New measures that aim to curb abuse specifically directed at politicians could be unnecessary because they'd already be protected under existing harassment laws.
In a speech marking 100 years since some women won the right to vote on Tuesday, prime minister Theresa May will announce plans to make intimidation of parliamentary candidates a new criminal offence, comparing the plight of modern MPs to that of the suffragettes, who faced violence in their fight for democratic equality.
During last year's general election, there was a dramatic rise in social media abuse of prospective MPs, which was disproportionately directed at women.
"In the 21st century it cannot be acceptable for any woman — or any person — to have to face threats and intimidation simply because she or he has dared to express a political opinion," May will say.
"While intimidation is already a crime, we will consult on making it an offence in electoral law to intimidate candidates and campaigners."
However, in evidence given to a recent government review on “Intimidation in Public Life”, Durham Chief Constable Mike Barton said on behalf of the National Police Chiefs Council: "Broadly, the law is there, and, broadly, law enforcement and policing are content with the law."
Adam Wagner, a human rights barrister at Doughty Street Chambers, told BuzzFeed News that introducing this new offence was "totally unnecessary".
"It’s a really good example of creating criminal laws for no reason except signalling," he said.
While the "Intimidation in Public Life" report concluded "no behaviour which is currently legal should be made illegal", it nonetheless recommended that "the introduction of a distinct electoral offence will serve to highlight the seriousness of the threat of intimidation of Parliamentary candidates to the integrity of public life and of the electoral process, and will result in more appropriate sanctions."
Wagner said he did not believe that criminal law should be used to highlight an issue in this way.
"The police themselves have said we don’t need any more laws, and they are the ones who have a handle on what’s going on in the criminal law world," he told us.
"But [the report recommends] we should have a new offence in electoral law because it will send a signal to show we’re taking this seriously.
"So we don’t need it, but we’re going to do it anyway is the argument."
In evidence provided in the report, Barton also said he felt that existing laws are adequate when tackling abuse received by parliamentary candidates on social media.
"There is a view that, with the advent of the internet, some of our more ancient laws are probably not applicable, but we do not find that," he said.
"For example, threats to kill comes from the Offences Against the Person Act 1861 and [it] is perfectly serviceable.
"The Public Order Act 1986 is perfectly serviceable.

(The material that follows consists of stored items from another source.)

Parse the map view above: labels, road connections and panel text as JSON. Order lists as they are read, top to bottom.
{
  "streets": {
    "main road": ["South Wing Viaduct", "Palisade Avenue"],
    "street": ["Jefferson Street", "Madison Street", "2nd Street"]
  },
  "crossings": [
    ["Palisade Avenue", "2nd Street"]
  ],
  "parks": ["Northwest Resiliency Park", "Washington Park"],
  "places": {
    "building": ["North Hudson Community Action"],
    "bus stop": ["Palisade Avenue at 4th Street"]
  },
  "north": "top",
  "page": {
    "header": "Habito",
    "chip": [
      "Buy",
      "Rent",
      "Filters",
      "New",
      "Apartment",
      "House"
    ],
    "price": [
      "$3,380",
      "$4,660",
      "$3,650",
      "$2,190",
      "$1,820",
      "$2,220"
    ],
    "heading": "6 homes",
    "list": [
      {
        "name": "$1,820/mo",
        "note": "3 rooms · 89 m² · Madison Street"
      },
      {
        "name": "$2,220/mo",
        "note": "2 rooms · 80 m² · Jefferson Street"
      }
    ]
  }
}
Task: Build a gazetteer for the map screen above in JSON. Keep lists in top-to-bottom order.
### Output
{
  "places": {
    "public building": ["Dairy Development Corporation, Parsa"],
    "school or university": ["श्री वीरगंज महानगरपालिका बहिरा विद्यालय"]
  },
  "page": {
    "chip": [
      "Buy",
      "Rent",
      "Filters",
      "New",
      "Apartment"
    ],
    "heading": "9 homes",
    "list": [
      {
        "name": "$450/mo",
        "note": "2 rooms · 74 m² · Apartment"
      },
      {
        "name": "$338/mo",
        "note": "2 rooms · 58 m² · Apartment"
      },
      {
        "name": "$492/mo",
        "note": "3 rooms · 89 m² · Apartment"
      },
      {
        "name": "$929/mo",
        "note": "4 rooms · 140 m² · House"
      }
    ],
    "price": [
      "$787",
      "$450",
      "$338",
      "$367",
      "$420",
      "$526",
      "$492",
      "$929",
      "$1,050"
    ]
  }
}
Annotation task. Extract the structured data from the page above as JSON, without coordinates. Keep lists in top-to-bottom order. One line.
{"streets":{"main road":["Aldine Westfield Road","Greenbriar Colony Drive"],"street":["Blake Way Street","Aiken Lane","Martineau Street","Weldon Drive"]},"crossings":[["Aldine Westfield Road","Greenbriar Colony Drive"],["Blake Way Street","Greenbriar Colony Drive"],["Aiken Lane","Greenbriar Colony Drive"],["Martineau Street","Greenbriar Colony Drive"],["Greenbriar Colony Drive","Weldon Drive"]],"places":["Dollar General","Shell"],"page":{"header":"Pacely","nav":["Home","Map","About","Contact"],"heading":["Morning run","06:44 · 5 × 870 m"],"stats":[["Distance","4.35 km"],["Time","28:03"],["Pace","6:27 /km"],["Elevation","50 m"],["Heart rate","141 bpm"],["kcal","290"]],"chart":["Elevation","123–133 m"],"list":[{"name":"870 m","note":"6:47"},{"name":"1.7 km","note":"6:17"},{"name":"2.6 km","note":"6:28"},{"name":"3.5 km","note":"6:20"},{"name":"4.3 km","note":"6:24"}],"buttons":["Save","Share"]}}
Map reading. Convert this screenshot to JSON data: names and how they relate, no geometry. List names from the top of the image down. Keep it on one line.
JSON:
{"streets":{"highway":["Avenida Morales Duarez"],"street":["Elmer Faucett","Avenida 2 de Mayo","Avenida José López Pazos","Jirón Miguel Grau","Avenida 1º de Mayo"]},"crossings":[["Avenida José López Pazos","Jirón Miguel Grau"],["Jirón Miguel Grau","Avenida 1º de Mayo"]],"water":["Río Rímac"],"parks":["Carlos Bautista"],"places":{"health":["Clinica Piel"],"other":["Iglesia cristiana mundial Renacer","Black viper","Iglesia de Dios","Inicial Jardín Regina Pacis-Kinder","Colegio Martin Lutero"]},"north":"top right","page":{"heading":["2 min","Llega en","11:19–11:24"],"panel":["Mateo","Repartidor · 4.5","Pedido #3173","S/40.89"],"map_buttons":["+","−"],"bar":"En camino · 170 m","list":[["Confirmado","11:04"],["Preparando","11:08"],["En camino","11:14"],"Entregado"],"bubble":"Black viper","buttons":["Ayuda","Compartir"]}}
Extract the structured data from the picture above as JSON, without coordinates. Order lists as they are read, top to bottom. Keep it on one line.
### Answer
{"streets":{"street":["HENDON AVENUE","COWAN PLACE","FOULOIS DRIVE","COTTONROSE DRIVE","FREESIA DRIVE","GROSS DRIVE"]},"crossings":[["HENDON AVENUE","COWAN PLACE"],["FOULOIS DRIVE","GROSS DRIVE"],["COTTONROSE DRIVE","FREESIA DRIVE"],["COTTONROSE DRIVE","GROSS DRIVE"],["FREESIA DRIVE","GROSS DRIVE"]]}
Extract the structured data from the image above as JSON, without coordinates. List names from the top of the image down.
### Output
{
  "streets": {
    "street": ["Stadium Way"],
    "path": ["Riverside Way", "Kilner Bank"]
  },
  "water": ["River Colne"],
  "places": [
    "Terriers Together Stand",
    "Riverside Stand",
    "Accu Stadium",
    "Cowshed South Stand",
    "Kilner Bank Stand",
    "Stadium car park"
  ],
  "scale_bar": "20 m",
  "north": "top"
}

The Malicious Communications Act 1988 was designed around telephones and letters and is perfectly serviceable.
"Broadly, we are content with that."
In 2016, Joshua Bonehill-Paine was jailed after writing a series of abusive and racist blogposts about Labour MP Luciana Berger. He was found guilty of racially aggravated harassment.
Because people have already been prosecuted for this kind of abuse under current laws, there is concern that May's proposals to create new laws specifically against MPs could have an impact on wider political debate.
"When you create a new criminal law, you inevitably capture different behaviour," Wagner continued.
During last year's general election, a pro-Brexit pensioner confronted then-leader of the Liberal Democrats Tim Farron, and in a heated exchange called him an "absolute disgrace" for campaigning for a second EU referendum, which Wagner said could potentially be classed as intimidation under the new law.
"You might have a situation with a politician where someone turns around and says, ‘You’re a fucking arsehole, fuck off,’" he said.
"Where do you draw the line? What if there’s a horrible debate around an issue and a politician is on one side of it? When do the police get involved?"
Instead, Wagner believes that in order to specifically tackle abuse against parliamentary candidates, social media companies should be made to take greater responsibility for abuse posted on their platforms.
"I’m not saying that this stuff isn’t serious," he added. "I’m just saying if the police aren’t proposing more criminal laws, why are we asking for more criminal laws?"